Constantin Brâncuși is a Romanian sculptor who became famous in France but who got his inspiration from rural Romania, from the small village of Hobița, in Gorj county, where he was born in 1876.
Brâncuși grew up in Hobița, an area known for its rich tradition of folk crafts, particularly woodcarving. His parents were poor peasants and from the age of seven he had to take care of the family’s flock of sheep. Showing talent for carving objects out of wood, Brâncuși often ran away from home to escape the bullying of his father and older brothers. At the age of nine, Brâncuși left the village to work in the nearest large town. At 11 he went into the service of a grocer in Slatina, in Olt county, before becoming a domestic aid in a public house in Craiova, Dolj County, where he remained for several years. At 18, Brâncuși handcrafted a violin using materials he found around his workplace.
Impressed by Brâncuși’s talent for carving, an industrialist entered him in the Craiova School of Arts and Crafts where he pursued his love for woodworking, graduating with honors in 1898.
He then enrolled in the Bucharest School of Fine Arts, where he received academic training in sculpture.
In 1903, Brâncuși traveled to Munich and from there to Paris, where he found a community of artists and intellectuals. His circle of friends included artists and intellectuals in Paris such as Amedeo Modigliani, Ezra Pound, Henri Pierre Roché, Guillaume Apollinaire, Louise Bourgeois, Pablo Picasso, Man Ray, Marcel Duchamp, Henri Rousseau, and Fernand Léger.
While surrounded by the Parisian elite of the time, Brâncuși kept in touch with many Romanian artists and intellectuals who were also living in Paris, such as George Enescu, Theodor Pallady, Camil Ressu, Nicolae Dărăscu, Panait Istrati, Traian Vuia, Eugène Ionesco, Emil Cioran and Paul Celan.
After two years of work in the workshop of Antonin Mercié of the École des Beaux-Arts, Brâncuși was invited to enter the workshop of the famous sculptor Auguste Rodin, which, despite admiring the French artist, he chose to leave after two months saying: “Nothing can grow under big trees.”
Soon after leaving Rodin’s workshop, he made his first commissioned work, “The Prayer”, which was part of a gravestone memorial. In the following few years he made many versions of the “Sleeping Muse” and “The Kiss”. His works became popular in France, Romania and the United States.
In 1913 Brâncuși’s work was displayed at both the Salon des Indépendants and the first exhibition in the United States of modern art, the Armory Show. In Arts Revolutionists of Today (1913), he exhibited a much-discussed portrait bust of Mlle Pogany.
In 1920 he began working on the group of sculptures known as “Bird in Space”; the works are based on his earlier “Măiastra” series. Over the following 20 years, Brâncuși would make 20 some versions of “Bird in Space” out of marble or bronze.

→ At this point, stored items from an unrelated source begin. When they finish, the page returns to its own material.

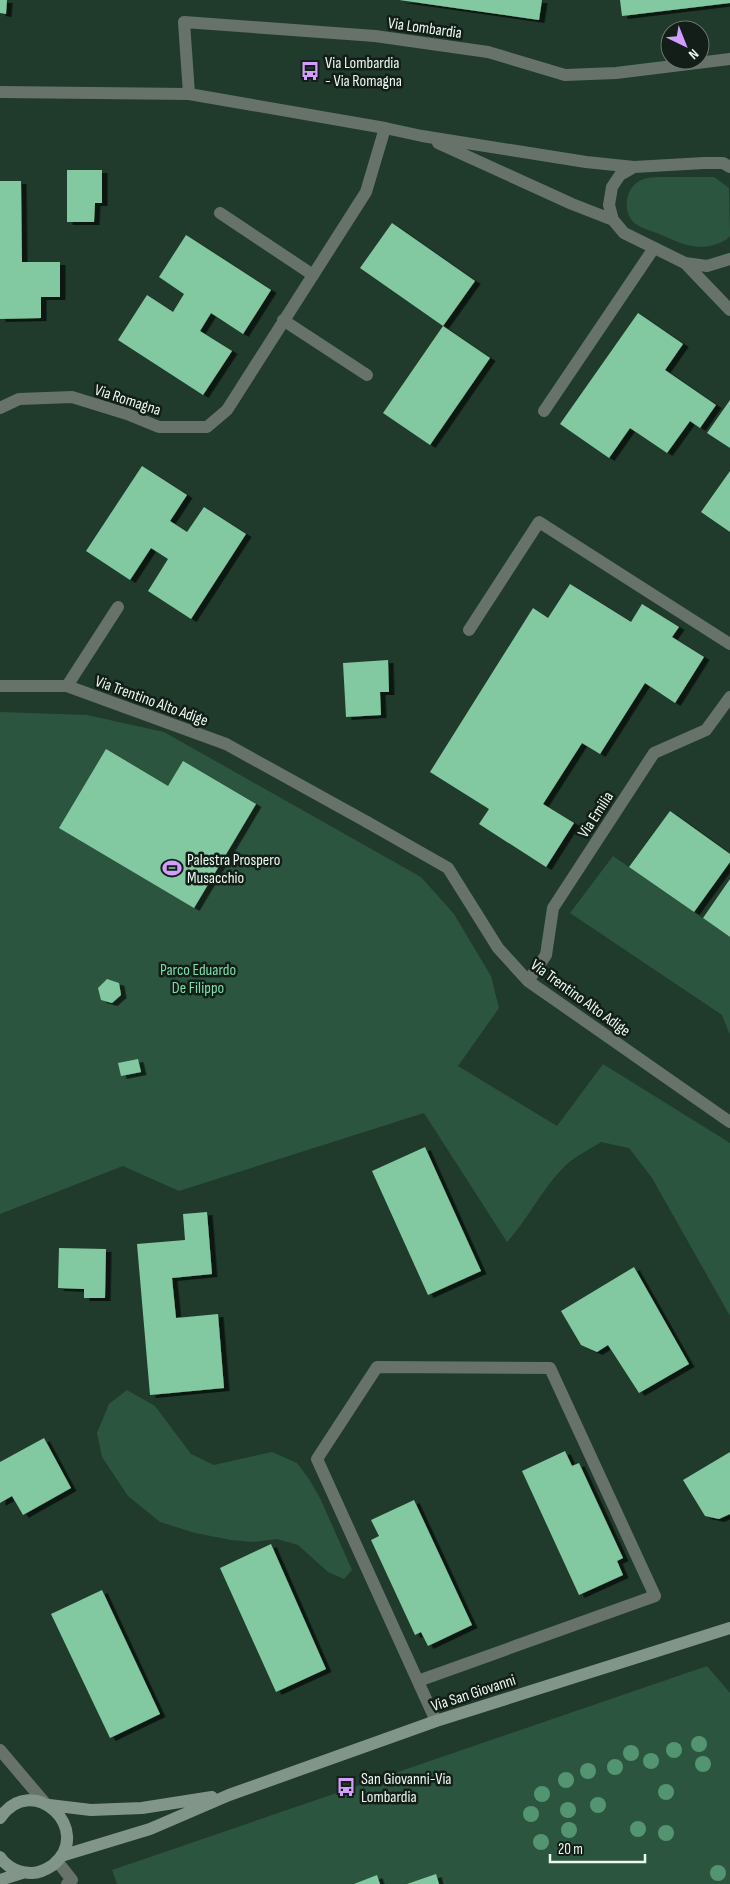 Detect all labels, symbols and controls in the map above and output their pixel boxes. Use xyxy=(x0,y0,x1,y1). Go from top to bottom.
street label: Via Lombardia xyxy=(387,14,463,43)
north arrow xyxy=(660,20,710,70)
text: N xyxy=(685,45,702,63)
place label: Via Lombardia - Via Romagna xyxy=(325,54,402,91)
bus stop icon: Via Lombardia - Via Romagna xyxy=(299,60,321,82)
street label: Via Romagna xyxy=(92,381,163,420)
street label: Via Trentino Alto Adige xyxy=(92,672,211,731)
street label: Via Emilia xyxy=(574,788,618,841)
place label: Palestra Prospero Musacchio xyxy=(187,851,280,888)
sports icon: Palestra Prospero Musacchio xyxy=(161,857,183,879)
street label: Via Trentino Alto Adige xyxy=(526,956,634,1041)
park label: Parco Eduardo De Filippo xyxy=(160,961,236,998)
street label: Via San Giovanni xyxy=(429,1671,518,1716)
place label: San Giovanni-Via Lombardia xyxy=(361,1770,452,1807)
bus stop icon: San Giovanni-Via Lombardia xyxy=(335,1776,357,1798)
scale bar xyxy=(550,1832,645,1864)
text: 20 m xyxy=(558,1840,583,1859)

In 1938, he finished the World War I monument in Târgu-Jiu where he had spent much of his childhood. “Table of Silence”, “The Gate of the Kiss”, and “Endless Column” commemorate the courage and sacrifice of Romanian civilians who in 1916 fought off a German invasion, and can still be found in the city’s park.

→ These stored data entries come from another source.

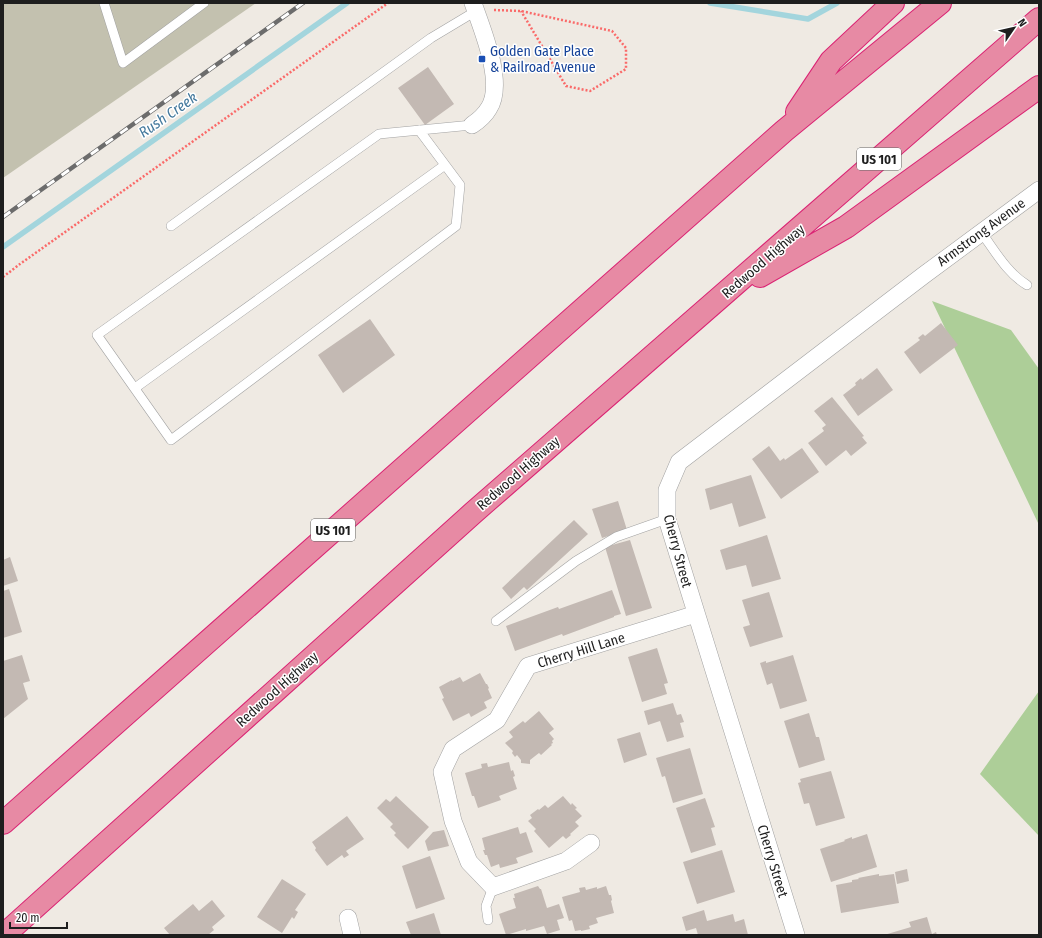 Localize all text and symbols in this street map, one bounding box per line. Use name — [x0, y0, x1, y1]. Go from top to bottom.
north arrow — [994, 8, 1034, 48]
text: N — [1015, 16, 1029, 29]
place label: Golden Gate Place & Railroad Avenue — [490, 43, 596, 76]
marker: Golden Gate Place & Railroad Avenue — [477, 54, 487, 64]
water label: Rush Creek — [135, 88, 201, 142]
road number: US 101 — [857, 148, 901, 170]
street label: Armstrong Avenue — [934, 195, 1029, 270]
street label: Redwood Highway — [718, 220, 809, 302]
street label: Redwood Highway — [473, 432, 564, 514]
street label: Cherry Street — [660, 513, 696, 590]
road number: US 101 — [311, 519, 355, 541]
street label: Cherry Hill Lane — [535, 629, 627, 672]
street label: Redwood Highway — [233, 648, 322, 731]
street label: Cherry Street — [753, 823, 792, 900]
scale bar — [10, 904, 67, 930]
text: 20 m — [16, 911, 40, 925]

Some of Brâncuși’s famous works include the Sleeping Muse (1908), The Kiss (1908), Prometheus (1911), Mademoiselle Pogany (1913), The Newborn (1915), Bird in Space (1919) and The Column of the Infinite (Coloana infinitului), popularly known as The Endless Column (1938).
Brâncuși is called the patriarch of modern sculpture, as he is considered by many to be the pioneer of modernism. His works are housed in the Museum of Modern Art (New York), the National Museum of Art of Romania (Bucharest) and the National Gallery of Art (Washington, D.C.), as well as in other major museums around the world. The Philadelphia Museum of Art currently has the largest collection of Brâncuși sculptures in the United States. A reconstruction of Brâncuși’s one-time studio in Paris is open to the public.

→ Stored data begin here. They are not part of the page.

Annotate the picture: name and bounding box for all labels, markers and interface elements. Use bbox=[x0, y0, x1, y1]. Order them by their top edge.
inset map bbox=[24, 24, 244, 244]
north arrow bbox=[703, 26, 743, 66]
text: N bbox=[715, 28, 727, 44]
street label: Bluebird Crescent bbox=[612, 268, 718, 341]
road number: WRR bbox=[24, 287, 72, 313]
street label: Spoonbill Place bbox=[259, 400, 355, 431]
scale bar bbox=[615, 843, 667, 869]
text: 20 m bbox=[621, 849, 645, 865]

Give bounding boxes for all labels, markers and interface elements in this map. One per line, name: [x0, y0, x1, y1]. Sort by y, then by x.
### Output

In his last years, Brâncuși, who never got married and who did not have any children, was cared for by a couple of refugees from Romania. He became a French citizen in 1952 in order to make the caregivers his heirs and to bequeath his studio and its contents to the Musée National d’Art Moderne in Paris. The Romanian sculptor died in 1957 in Paris. His grave can be found in the Montparnasse Cemetery, where some of his friends’ graves were already adorned with his sculptures. Romanian authorities are currently trying to repatriate his remains, with the help of a French law firm hired by the Romanian Government.